# DESCRIPTION OF THE TASK
In the data below, find the line that contains "margin:0; padding:0; list-style:none" and the line that contains "flex:none; width:38px; height:38px;". Copy both, plus every line between them, exactly.

>>>

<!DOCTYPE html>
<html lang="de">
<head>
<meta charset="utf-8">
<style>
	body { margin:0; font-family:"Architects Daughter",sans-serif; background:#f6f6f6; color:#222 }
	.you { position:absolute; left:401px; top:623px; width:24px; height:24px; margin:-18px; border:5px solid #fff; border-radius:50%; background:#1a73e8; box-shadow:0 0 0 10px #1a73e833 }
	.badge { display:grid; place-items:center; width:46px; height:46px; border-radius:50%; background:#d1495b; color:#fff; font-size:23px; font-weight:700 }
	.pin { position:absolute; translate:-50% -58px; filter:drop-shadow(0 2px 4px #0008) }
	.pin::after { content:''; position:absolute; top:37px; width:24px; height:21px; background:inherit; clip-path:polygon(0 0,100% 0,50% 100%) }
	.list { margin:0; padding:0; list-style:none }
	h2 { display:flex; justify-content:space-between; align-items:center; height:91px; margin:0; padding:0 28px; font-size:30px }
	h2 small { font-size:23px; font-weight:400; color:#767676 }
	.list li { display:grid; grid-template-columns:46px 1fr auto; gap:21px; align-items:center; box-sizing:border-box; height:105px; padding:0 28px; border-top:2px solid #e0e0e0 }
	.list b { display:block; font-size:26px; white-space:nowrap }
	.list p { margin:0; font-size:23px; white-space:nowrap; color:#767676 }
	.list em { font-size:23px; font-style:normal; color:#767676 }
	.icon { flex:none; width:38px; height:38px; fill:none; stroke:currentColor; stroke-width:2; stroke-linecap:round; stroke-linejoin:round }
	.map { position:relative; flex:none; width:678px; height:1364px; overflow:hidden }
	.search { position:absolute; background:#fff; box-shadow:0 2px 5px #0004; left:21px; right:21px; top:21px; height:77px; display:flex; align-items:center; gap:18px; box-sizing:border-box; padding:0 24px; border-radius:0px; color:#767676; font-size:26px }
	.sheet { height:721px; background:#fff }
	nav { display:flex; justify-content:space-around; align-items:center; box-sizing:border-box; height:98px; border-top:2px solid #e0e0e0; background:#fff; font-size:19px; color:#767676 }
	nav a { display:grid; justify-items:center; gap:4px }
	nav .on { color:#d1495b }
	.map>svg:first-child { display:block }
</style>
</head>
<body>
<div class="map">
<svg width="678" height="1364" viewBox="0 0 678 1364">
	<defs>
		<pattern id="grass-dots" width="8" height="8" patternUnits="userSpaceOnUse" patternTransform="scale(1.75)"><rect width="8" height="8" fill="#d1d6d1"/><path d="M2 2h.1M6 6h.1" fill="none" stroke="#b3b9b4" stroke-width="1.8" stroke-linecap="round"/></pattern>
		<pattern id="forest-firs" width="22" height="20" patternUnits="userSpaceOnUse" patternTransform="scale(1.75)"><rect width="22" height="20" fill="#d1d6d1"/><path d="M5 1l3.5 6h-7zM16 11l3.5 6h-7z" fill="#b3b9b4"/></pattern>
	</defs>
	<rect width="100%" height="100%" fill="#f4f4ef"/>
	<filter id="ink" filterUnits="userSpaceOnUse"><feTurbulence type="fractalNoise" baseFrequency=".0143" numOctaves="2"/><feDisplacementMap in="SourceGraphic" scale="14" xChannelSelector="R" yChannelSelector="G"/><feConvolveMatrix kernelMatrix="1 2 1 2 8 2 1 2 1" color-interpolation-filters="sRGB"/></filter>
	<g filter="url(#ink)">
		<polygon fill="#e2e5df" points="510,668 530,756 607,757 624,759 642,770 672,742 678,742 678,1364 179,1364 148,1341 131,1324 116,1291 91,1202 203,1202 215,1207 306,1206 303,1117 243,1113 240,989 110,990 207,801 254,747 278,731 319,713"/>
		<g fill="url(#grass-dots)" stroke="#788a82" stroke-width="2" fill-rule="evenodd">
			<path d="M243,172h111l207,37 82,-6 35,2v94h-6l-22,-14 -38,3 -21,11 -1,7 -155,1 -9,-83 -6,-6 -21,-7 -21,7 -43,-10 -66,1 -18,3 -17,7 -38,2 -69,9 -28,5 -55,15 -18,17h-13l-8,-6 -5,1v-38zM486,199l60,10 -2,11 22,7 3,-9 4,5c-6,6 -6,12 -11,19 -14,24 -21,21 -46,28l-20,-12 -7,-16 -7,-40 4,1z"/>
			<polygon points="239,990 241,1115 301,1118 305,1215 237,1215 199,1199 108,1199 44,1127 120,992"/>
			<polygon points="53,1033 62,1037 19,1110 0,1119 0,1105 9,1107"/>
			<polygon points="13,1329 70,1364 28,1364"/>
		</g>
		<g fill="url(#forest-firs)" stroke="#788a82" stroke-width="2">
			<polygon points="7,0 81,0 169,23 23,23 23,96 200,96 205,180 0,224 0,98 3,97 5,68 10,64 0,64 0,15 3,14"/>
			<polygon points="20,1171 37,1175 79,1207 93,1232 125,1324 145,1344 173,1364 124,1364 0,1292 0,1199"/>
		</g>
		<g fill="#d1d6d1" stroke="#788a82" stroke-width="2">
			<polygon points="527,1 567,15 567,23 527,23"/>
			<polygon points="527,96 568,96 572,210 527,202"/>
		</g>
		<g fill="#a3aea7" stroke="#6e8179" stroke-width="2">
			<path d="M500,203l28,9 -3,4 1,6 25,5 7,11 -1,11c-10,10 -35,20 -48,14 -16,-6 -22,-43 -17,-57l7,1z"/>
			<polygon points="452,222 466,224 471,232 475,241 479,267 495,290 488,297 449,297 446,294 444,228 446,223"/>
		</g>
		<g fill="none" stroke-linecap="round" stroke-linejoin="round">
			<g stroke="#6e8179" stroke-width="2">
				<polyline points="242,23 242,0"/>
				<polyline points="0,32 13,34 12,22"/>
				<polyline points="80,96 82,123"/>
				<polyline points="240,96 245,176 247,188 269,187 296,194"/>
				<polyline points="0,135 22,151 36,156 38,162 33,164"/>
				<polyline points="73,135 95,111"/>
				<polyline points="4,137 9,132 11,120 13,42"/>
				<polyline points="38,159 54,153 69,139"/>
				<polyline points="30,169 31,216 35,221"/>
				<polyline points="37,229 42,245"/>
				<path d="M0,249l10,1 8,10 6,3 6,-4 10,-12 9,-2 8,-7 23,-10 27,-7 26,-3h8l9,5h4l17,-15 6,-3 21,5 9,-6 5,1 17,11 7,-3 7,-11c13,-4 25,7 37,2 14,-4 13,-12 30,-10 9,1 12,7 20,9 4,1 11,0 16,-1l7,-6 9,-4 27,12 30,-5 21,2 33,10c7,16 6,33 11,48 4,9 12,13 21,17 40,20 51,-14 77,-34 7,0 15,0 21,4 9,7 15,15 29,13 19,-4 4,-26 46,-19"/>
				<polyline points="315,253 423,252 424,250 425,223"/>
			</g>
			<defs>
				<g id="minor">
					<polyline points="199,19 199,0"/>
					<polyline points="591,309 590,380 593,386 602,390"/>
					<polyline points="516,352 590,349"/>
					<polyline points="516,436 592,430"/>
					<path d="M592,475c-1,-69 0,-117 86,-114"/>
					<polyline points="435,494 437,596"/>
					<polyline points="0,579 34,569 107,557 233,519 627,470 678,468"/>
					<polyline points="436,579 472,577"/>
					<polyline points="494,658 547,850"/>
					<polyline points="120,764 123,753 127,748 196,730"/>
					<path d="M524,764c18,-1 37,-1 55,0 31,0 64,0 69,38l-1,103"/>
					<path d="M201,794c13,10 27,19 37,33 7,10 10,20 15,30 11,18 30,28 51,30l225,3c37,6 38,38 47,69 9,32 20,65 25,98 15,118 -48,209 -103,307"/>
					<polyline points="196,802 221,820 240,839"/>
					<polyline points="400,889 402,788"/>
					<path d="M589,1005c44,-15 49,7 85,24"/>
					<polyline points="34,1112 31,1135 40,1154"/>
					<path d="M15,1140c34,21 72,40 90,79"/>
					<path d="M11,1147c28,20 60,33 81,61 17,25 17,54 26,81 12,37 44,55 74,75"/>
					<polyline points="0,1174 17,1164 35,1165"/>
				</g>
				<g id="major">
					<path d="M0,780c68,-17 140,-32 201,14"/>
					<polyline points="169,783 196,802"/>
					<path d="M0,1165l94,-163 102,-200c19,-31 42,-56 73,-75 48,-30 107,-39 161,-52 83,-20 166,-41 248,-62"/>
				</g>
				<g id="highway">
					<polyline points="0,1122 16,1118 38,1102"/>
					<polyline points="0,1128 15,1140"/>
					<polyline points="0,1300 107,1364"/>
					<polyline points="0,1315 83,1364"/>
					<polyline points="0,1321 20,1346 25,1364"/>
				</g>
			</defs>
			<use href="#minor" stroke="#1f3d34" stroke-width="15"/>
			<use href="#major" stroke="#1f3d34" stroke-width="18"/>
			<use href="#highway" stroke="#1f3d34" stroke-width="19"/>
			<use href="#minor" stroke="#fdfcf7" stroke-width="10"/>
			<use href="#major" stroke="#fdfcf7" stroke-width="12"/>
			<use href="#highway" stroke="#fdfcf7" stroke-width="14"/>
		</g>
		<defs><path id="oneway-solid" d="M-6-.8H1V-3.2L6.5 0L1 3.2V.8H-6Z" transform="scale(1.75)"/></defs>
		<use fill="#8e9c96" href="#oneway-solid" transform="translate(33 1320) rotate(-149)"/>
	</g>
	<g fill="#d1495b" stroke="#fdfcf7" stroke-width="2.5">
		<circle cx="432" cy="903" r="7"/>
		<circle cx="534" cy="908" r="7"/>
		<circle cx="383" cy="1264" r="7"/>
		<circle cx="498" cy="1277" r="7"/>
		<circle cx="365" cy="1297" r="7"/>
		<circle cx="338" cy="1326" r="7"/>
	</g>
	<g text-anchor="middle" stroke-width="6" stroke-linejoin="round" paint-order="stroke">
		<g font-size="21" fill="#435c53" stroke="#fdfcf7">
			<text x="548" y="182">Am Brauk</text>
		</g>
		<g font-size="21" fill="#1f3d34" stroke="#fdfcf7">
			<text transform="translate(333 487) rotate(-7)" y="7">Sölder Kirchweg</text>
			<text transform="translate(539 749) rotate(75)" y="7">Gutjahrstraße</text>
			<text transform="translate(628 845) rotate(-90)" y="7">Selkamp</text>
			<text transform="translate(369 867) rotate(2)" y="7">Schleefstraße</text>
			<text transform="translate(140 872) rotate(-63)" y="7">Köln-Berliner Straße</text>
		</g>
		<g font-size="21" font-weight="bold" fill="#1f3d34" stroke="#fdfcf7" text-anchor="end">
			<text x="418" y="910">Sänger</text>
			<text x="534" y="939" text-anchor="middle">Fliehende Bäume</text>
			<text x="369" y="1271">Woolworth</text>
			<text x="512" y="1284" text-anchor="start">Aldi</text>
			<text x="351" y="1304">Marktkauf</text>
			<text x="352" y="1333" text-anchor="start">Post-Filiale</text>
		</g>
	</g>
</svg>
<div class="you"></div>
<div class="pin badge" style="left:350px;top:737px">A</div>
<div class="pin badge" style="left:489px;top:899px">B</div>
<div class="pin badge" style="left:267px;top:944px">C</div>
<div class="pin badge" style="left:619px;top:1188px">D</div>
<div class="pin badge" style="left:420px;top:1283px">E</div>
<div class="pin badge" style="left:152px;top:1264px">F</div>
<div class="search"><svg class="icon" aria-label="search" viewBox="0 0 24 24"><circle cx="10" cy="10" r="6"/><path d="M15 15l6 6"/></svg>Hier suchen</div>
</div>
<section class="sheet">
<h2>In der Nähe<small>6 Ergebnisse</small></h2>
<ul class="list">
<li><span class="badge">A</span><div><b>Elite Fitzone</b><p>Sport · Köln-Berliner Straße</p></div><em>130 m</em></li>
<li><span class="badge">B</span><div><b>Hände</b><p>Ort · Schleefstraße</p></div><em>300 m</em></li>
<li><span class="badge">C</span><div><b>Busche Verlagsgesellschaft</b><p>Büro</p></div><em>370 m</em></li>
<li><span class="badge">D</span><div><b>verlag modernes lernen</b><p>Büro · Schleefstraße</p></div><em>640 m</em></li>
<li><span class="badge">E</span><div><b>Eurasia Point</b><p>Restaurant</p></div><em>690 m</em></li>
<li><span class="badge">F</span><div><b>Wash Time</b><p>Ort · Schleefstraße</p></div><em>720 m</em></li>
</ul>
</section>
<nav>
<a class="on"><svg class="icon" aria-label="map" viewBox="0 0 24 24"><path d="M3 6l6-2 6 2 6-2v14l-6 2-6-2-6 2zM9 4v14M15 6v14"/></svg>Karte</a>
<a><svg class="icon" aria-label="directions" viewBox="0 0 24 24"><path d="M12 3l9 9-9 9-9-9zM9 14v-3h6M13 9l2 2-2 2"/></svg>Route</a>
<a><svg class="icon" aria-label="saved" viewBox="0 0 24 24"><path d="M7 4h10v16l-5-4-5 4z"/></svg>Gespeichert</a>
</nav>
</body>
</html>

<<<

# EXERCISE SOLUTION
	.list { margin:0; padding:0; list-style:none }
	h2 { display:flex; justify-content:space-between; align-items:center; height:91px; margin:0; padding:0 28px; font-size:30px }
	h2 small { font-size:23px; font-weight:400; color:#767676 }
	.list li { display:grid; grid-template-columns:46px 1fr auto; gap:21px; align-items:center; box-sizing:border-box; height:105px; padding:0 28px; border-top:2px solid #e0e0e0 }
	.list b { display:block; font-size:26px; white-space:nowrap }
	.list p { margin:0; font-size:23px; white-space:nowrap; color:#767676 }
	.list em { font-size:23px; font-style:normal; color:#767676 }
	.icon { flex:none; width:38px; height:38px; fill:none; stroke:currentColor; stroke-width:2; stroke-linecap:round; stroke-linejoin:round }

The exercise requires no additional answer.